AFP quoted one of its correspondents in Ramadi as saying he witnessed “dozens of trucks carrying heavily armed men driving in the city’s east, playing songs praising ISIL” and carrying “black flags of a type frequently flown by ISIL.”

ISIL, a Sunni Islamist militia movement linked to Al Qaeda, has become one of the main components of the “rebels” fighting in the Western-backed war for regime-change in neighboring Syria. Having seized control of territory in northern Syria, it has proven capable of moving forces back and forth across the Syrian-Iraqi border to stage car bombings, assaults on military and police units, and sectarian attacks. Its stated aim is the establishment of a Sunni Muslim caliphate spanning both countries.

Maliki had seized upon the actions of the ISIL forces as a pretext for violently suppressing the wider Sunni protest movement that has been provoked by the Baghdad government’s sectarian bias, which has resulted in political marginalization and repression against the Sunni population.

This has included the persecution of Sunni politicians and their aides as “terrorists.” On the eve of the latest crackdown, security forces raided the home of parliament member Ahmed al-Alwani in Ramadi, arresting him and killing his brother and five guards. The move prompted the resignation of 44 members of parliament, most of them Sunni.

Issuing an ultimatum last month for the dispersal of the protest camp, Maliki described it as “the headquarters for the leadership of Al Qaeda.”

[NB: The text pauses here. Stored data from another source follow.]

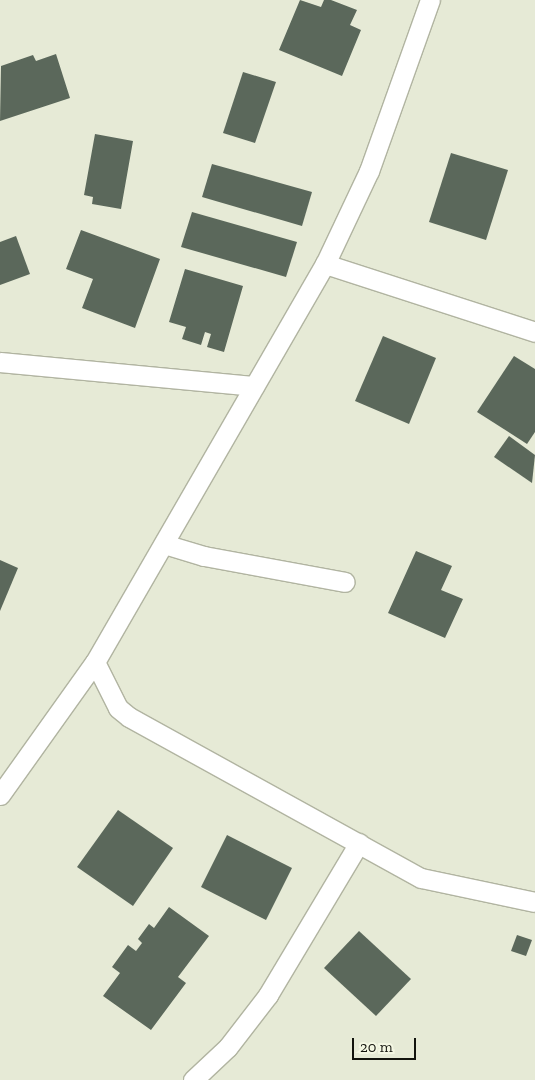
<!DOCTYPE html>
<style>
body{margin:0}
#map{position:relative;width:535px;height:1080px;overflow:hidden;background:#e6ead6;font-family:"Zilla Slab",serif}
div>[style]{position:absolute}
.building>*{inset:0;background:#5b685b}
.roads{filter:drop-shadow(1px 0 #b1b4a1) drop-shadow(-1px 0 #b1b4a1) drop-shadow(0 1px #b1b4a1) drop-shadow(0 -1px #b1b4a1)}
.street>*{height:19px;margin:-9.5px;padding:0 9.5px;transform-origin:9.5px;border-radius:9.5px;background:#fff}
span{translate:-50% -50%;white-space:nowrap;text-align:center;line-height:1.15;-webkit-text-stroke:5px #f4f7e3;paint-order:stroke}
.scale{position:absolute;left:352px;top:1038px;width:64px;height:22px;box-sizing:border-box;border:2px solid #12130d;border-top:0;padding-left:6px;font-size:15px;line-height:18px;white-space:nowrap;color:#12130d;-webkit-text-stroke:4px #f4f7e3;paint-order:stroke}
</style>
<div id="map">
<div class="building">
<i style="clip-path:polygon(300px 0,321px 7px,324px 0,331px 0,357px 10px,350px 25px,361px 30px,342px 76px,279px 50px)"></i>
<i style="clip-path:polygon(56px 54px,70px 98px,0 121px,1px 66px,33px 55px,36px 61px)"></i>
<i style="clip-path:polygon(243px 72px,276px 82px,255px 143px,223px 133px)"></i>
<i style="clip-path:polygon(95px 134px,133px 141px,121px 209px,92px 204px,93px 197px,84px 195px)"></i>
<i style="clip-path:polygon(451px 153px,508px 170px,486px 240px,429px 222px)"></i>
<i style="clip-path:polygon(212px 164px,312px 192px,302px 226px,202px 197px)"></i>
<i style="clip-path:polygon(192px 212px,297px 242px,286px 277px,181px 247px)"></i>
<i style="clip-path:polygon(81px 230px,160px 259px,135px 328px,82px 308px,93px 279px,66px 269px)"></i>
<i style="clip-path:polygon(16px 236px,30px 274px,0 285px,0 242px)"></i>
<i style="clip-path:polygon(185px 269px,243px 286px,224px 352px,207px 347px,211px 334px,205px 332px,201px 345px,182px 339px,186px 327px,169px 322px)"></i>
<i style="clip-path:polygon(383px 336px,436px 358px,409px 424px,355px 401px)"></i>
<i style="clip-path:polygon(514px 356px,535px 369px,535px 432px,527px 444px,477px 412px)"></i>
<i style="clip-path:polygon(509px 436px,535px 455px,532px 483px,494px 457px)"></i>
<i style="clip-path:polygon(416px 551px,452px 566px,441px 590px,463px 599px,445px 638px,388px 613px)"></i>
<i style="clip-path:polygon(0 560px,18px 568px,0 611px)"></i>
<i style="clip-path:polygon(118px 810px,173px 848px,133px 906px,77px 867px)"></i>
<i style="clip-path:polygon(227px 835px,292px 868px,266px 920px,201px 887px)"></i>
<i style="clip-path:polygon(169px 907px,209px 936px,178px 977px,186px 983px,151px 1030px,103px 996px,120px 973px,112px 967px,128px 945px,136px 951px,142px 943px,138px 939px,149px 924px,154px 928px)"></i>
<i style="clip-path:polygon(359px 931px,411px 979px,376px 1016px,324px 968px)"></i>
<i style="clip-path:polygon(517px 935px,532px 940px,526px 956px,511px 951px)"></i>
</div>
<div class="roads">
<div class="street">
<i style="left:325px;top:264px;width:221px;rotate:17.9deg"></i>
<i style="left:0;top:362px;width:255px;rotate:5.4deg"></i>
<i style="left:164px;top:544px;width:42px;rotate:16.7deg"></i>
<i style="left:204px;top:556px;width:143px;rotate:10.4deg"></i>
<i style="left:95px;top:662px;width:51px;rotate:63.4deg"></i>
<i style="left:118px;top:708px;width:14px;rotate:39deg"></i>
<i style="left:129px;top:717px;width:333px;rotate:28.9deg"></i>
<i style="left:421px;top:878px;width:116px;rotate:11.9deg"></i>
<i style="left:0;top:795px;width:163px;rotate:-54.5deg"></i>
<i style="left:95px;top:662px;width:460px;rotate:-60deg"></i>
<i style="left:325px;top:264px;width:103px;rotate:-64.7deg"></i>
<i style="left:369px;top:171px;width:182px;rotate:-70.4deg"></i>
<i style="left:193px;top:1080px;width:48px;rotate:-43.3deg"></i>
<i style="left:228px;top:1047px;width:66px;rotate:-52.4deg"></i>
<i style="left:268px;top:995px;width:177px;rotate:-59.1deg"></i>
</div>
</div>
<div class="scale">20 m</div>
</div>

This self-serving government narrative seeks to obscure the fact that Maliki’s own sectarian policies have fueled bitter resentment within the Sunni population, driven by lack of services, indiscriminate “terror” raids, imprisonment of thousands without charges, and a de-Baathification program that has been used to expel public workers from their jobs.

The pretense that the government is simply engaged in a war on Al Qaeda terrorism has been utilized to secure backing from both Iran and Washington. The latter recently ordered shipments of Hellfire missiles and other advanced weaponry to the Iraqi security forces. Some of these missiles were reportedly used Thursday in the government assault on Fallujah.

New acts of violence were recorded elsewhere in Iraq as the military confrontation shaped up in Anbar. A suicide bomber detonated a pickup truck filled with explosives on a crowded commercial street Thursday night in Balad Ruz, about 45 miles northeast of Baghdad. At least 19 people were killed in the blast and 37 were wounded. Such attacks have become a daily occurrence, targeting both Shia and Sunni populations.

The Iraqi people are paying the terrible price for more than a decade of US imperialism’s predatory wars and colonial-style aggression. The eight-year American occupation claimed the lives of hundreds of thousands of Iraqis, while imposing a political system that utilized sectarianism as a means of dividing and conquering the country’s population. The Maliki regime is the product of that system.

Now, the US-instigated sectarian civil war in neighboring Syria has provided a new and powerful impulse for civil war in Iraq itself, with Washington’s allies, Saudi Arabia and the other Persian Gulf monarchies, providing material aid to Sunni Islamist fighters on both sides of the border, even as Washington itself continues to prop up the Maliki regime with military aid.